Other known identification injecting methods use frequency spread spectrum techniques to periodically inject time-stamp and identification information into master audio recordings for the purpose of recovering this time and identification data for performance verification. U.S. Pat. No. 5,379,345 to Greenberg (1995) is one such example. This approach, like digital watermarking, while effective in identifying mass copies of advertising content, fails in efficacy where the encoded identification points to an individual or entity other than the purchaser of the radio or television broadcast advertising time seeking proof of performance.

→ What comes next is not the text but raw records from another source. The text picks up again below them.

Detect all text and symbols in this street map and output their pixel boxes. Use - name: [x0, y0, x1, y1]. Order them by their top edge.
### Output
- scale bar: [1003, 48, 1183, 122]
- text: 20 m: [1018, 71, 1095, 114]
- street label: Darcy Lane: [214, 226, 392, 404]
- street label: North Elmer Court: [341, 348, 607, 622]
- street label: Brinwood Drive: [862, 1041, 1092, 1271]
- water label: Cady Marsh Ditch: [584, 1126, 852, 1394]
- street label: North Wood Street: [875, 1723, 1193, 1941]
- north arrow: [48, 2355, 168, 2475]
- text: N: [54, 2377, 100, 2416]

Another instance of the use of frequency spread spectrum techniques coupled with encryption that also injects a time stamp and identification information is U.S. patent application Ser. No. 09/915,174 to Nash-Putnam (2001). This approach, like Greenberg above, injects the identifier specifically in real-time and at the time of transmission. The approach suffers from a failing, which is typical of frequency spread spectrum techniques, in that the frequency spreading appears as noise in the audio carrier. In the absence of audio data carrier components to mask the code frequencies, they can become audible. This method, therefore, relies on the asserted noise-like character of the codes to suggest that their presence will be ignored by listeners. However, in the case of an accomplished listener this assumption may not be valid, for example, in the case of recorded music containing passages with relatively little audio carrier content or during pauses in speech.
Other forms of identification, verification, and authentication rely on digital fingerprinting or other related pattern recognition techniques. These approaches require prior knowledge of the subject carrier, which are not available in real-time. Also, such comparison techniques are of only limited reliability due to normal degradation of the signal due to airborne broadcast transmission, such as electromagnetic interference, multi-path transmission errors, and a number of other environmental disturbances. These forms of pattern comparison of a portion of an audio carrier can be utilized for identification purposes, but the comparison requires significant analysis and has a high probability of inaccuracy.
Still other prior art techniques employ the psychoacoustic model of the human perception characteristic, more specifically temporal masking, to insert modulated or unmodulated tones into carrier data such that they will be masked by existing frequency components, and thus not perceived, e.g. U.S. Pat. No. 5,319,735 to Preuss et al. (1994) and U.S. Pat. No. 5,450,490 to Jensen et al. (1998). Such techniques are expensive and complicated to implement, while suffering from a susceptibility to degradation in the face of environmental signal distortions or distortions imposed by perception-based compression schemes designed to eliminate masked signal components.
The prior art fails to provide a relatively simple system and method for the insertion and retrieval of identifying artifacts in lossy or lossless carriers. The prior art also fails to provide systems and methods for the continuous, real-time insertion and retrieval of digital artifacts in lossy and lossless carrier data sequences that produces humanly perceived audio transmissions with inaudible artifacts defining digital information.